Arachchige Sarath Kumara Gunarathne is a Sri Lankan politician, a member of the Parliament of Sri Lanka and a government minister. He is the Negombo MP from Gampaha district and is a long-standing member of the Sri Lanka Freedom Party (SLFP). Prior to his current appointment as the Deputy Minister of Fisheries, he has been appointed deputy minister for state resources, and as deputy minister of aviation. He is currently the acting minister of Fisheries and Aquatic resources following the defection of former Fisheries Minister Rajitha Senaratne to the opposition. minister Sarath Kumara Gunaratne, arrested by the CID on charges of misappropriating Rs.12 million belonging the Negombo Fisheries Harbour Corporation, was today remanded till January 9 by Colombo Chief Magistrate Lal Bandara.

Sarath Kumara Gunaratna was born in Dungalpitiya, a village close to Negombo.

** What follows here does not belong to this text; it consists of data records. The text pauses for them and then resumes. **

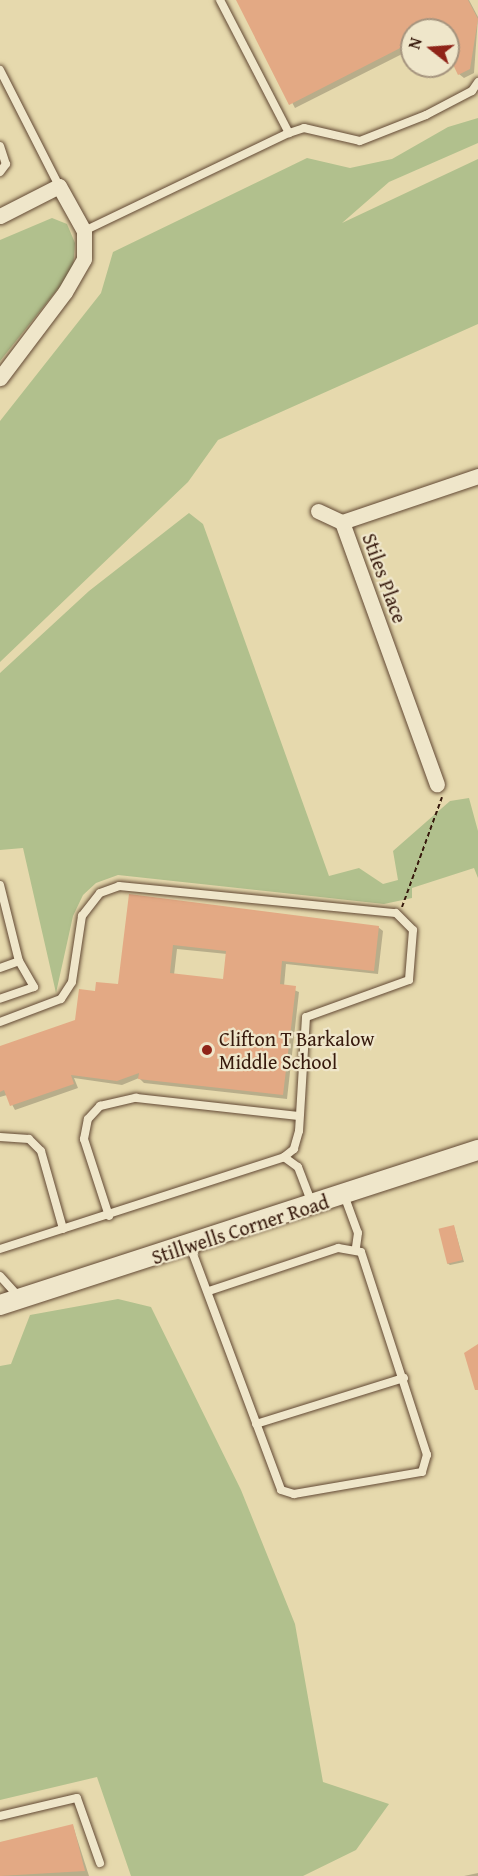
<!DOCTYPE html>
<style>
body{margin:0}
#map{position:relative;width:478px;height:1876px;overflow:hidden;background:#e6d9ad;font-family:"Gentium Book Plus",serif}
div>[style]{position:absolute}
.green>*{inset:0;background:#b1c08d}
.shadow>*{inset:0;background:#0003}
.building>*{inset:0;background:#e3a984;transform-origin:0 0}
.path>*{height:2px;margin-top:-1px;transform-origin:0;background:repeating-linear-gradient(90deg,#36190c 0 4.5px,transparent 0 7.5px)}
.roads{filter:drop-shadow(0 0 2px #624934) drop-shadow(0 0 2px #624934)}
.service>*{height:8px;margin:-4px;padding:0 4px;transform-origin:4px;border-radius:4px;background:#efe6ca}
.minor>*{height:15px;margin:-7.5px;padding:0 7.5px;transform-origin:7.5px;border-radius:7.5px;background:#efe6ca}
.tertiary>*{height:20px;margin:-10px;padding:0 10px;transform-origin:10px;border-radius:10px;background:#efe6ca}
.dots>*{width:16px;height:16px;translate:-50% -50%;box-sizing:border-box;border:3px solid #efe6ca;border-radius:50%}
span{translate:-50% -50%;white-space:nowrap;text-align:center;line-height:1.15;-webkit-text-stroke:4.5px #efe6ca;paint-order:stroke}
.street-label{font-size:20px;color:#36190c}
.poi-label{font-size:20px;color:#36190c}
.left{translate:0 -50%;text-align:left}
.north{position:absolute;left:400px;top:18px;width:60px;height:60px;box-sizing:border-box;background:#efe6ca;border:2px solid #a5947e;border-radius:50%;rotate:287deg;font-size:16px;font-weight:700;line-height:24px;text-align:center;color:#36190c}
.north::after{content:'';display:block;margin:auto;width:21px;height:27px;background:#8f2418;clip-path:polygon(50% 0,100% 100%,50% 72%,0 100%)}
</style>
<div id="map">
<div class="green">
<i style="clip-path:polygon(478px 118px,478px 143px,389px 182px,342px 223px,478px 159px,478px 324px,218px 440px,188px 482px,0 662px,0 421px,101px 293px,113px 252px,307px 158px,350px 168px,392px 159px,448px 127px)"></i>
<i style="clip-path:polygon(52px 218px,67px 224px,75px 243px,73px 270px,0 361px,0 240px)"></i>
<i style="clip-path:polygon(189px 513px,203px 524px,329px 876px,359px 868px,383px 884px,398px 880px,393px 851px,450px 801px,469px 798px,478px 831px,478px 878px,474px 868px,412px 888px,412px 898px,384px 904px,118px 875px,96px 883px,83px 895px,73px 916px,56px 993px,23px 848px,0 850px,0 673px,89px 591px)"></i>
<i style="clip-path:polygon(118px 1299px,151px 1307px,241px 1490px,295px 1624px,323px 1782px,389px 1804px,356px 1850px,303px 1876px,131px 1876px,97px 1777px,0 1800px,0 1366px,11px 1364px,30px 1315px)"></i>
</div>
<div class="shadow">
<i style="clip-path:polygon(238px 0,469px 0,478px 17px,474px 73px,464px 78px,459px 74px,448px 51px,448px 30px,412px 30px,412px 49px,295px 108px)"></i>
<i style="clip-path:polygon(evenodd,130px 895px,378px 927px,383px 931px,378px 974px,286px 964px,284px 986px,299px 992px,287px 1099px,144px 1083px,139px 1078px,122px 1085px,74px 1078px,78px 1088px,15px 1110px,7px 1095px,0 1097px,0 1048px,77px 1021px,96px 993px,120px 986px,130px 895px,177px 949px,227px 954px,224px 981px,174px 975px,177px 949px)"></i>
<i style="clip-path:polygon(454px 1227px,464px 1262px,450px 1265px,447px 1263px)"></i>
<i style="clip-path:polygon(73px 1826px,89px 1876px,0 1876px,0 1844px)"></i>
<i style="clip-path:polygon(478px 1873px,478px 1876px,464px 1876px)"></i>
</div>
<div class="building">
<i style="clip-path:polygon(236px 0,468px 0,478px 19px,470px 69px,458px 75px,448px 54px,448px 30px,412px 30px,412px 42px,289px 105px)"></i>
<i style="clip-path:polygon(evenodd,129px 894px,379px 926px,374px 971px,282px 961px,280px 984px,296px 986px,283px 1095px,138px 1079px,139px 1073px,117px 1081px,71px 1075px,74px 1084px,10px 1106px,4px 1090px,0 1092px,0 1046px,75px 1020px,79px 989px,95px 991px,96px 982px,118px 984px,129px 894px,173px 945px,226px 951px,223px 979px,170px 973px,173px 945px)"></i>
<i style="left:454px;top:1225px;width:36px;height:16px;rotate:76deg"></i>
<i style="clip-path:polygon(478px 1344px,478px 1390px,475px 1390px,464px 1353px)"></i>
<i style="clip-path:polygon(73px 1824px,85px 1871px,0 1876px,0 1842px)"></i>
</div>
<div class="path">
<i style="left:402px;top:907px;width:117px;rotate:-70deg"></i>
</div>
<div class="roads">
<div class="service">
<i style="left:220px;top:0;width:150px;rotate:62.6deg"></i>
<i style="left:0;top:70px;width:130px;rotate:63deg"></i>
<i style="left:0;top:146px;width:19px;rotate:72deg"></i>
<i style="left:6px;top:164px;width:10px;rotate:127deg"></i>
<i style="left:84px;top:231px;width:227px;rotate:-25.6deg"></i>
<i style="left:289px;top:133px;width:16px;rotate:-18deg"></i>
<i style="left:304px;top:128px;width:57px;rotate:13.1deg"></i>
<i style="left:360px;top:141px;width:71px;rotate:-21.5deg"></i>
<i style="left:426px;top:115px;width:52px;rotate:-27.6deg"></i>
<i style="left:472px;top:91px;width:11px;rotate:-56deg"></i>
<i style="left:0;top:885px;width:78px;rotate:76deg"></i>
<i style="left:19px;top:961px;width:30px;rotate:60deg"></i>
<i style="left:34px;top:987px;width:36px;rotate:161deg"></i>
<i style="left:0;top:968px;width:20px;rotate:-20deg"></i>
<i style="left:0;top:1022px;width:65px;rotate:-20.7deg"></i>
<i style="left:61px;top:999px;width:20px;rotate:-57deg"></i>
<i style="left:72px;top:982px;width:67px;rotate:-81.4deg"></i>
<i style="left:82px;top:916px;width:29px;rotate:-52deg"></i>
<i style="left:100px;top:893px;width:20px;rotate:-20deg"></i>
<i style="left:119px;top:886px;width:278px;rotate:5.6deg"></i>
<i style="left:396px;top:913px;width:24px;rotate:45deg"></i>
<i style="left:413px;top:930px;width:50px;rotate:94.6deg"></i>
<i style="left:409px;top:980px;width:109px;rotate:160.2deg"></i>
<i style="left:306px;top:1017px;width:114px;rotate:93.5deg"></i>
<i style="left:299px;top:1131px;width:19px;rotate:106deg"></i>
<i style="left:294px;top:1149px;width:13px;rotate:141deg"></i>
<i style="left:0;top:1137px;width:29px;rotate:4deg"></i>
<i style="left:29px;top:1139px;width:17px;rotate:45deg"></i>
<i style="left:41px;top:1151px;width:81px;rotate:74.2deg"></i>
<i style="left:344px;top:1195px;width:40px;rotate:69.8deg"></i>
<i style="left:358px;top:1233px;width:15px;rotate:98deg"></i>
<i style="left:109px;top:1216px;width:81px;rotate:-108deg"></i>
<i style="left:84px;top:1139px;width:20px;rotate:-79deg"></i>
<i style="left:88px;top:1119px;width:18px;rotate:-47deg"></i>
<i style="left:100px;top:1106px;width:37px;rotate:-13deg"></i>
<i style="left:136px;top:1098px;width:164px;rotate:6.3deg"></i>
<i style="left:190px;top:1246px;width:260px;rotate:69.5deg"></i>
<i style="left:281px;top:1490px;width:14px;rotate:17deg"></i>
<i style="left:294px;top:1494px;width:130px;rotate:-9.8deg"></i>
<i style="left:422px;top:1472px;width:18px;rotate:-74deg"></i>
<i style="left:427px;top:1455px;width:213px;rotate:-108deg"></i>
<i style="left:361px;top:1252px;width:23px;rotate:-170deg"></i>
<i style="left:338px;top:1248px;width:136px;rotate:161.6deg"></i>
<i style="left:0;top:1249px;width:299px;rotate:-17.9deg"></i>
<i style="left:284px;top:1157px;width:17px;rotate:36deg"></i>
<i style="left:298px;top:1167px;width:40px;rotate:69deg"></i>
<i style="left:0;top:1276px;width:30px;rotate:48deg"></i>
<i style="left:256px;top:1424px;width:155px;rotate:-17.3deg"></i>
<i style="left:0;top:1816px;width:79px;rotate:-13.2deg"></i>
<i style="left:77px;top:1798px;width:69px;rotate:70.5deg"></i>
</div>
<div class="minor">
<i style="left:0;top:216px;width:66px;rotate:-27deg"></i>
<i style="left:59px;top:186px;width:51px;rotate:60.9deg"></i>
<i style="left:84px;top:231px;width:28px;rotate:90deg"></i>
<i style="left:84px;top:259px;width:38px;rotate:120deg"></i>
<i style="left:65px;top:292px;width:108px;rotate:127.1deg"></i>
<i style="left:318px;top:511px;width:26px;rotate:25deg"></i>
<i style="left:342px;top:522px;width:279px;rotate:70.1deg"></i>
<i style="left:342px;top:522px;width:144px;rotate:-18.7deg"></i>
</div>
<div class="tertiary">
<i style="left:0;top:1305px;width:503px;rotate:-17.97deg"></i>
</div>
</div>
<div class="dots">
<i style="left:207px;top:1050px;background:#8f2418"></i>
</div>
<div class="street-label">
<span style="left:385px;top:578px;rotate:70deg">Stiles Place</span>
<span style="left:240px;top:1229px;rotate:-18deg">Stillwells Corner Road</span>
</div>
<div class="poi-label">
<span class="left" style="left:219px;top:1050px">Clifton T Barkalow<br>Middle School</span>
</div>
<div class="north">N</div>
</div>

His father was a local school principal. Mr Gunaratna first contested the Negombo seat in 1989, but was not able to get the required preferential votes to get elected. After a stint overseas in Italy, Mr. Gunarathne returned to Sri Lanka to enter active politics. He contested the 1999 Provincial council election representing the Wattala seat and entered the Western Provincial Council. In 2006, he entered Parliament as a 'next in line' MP when one MP resigned due to illness. He was elected in 2010 general election as an MP from the Gampaha district under the ruling UPFA coalition.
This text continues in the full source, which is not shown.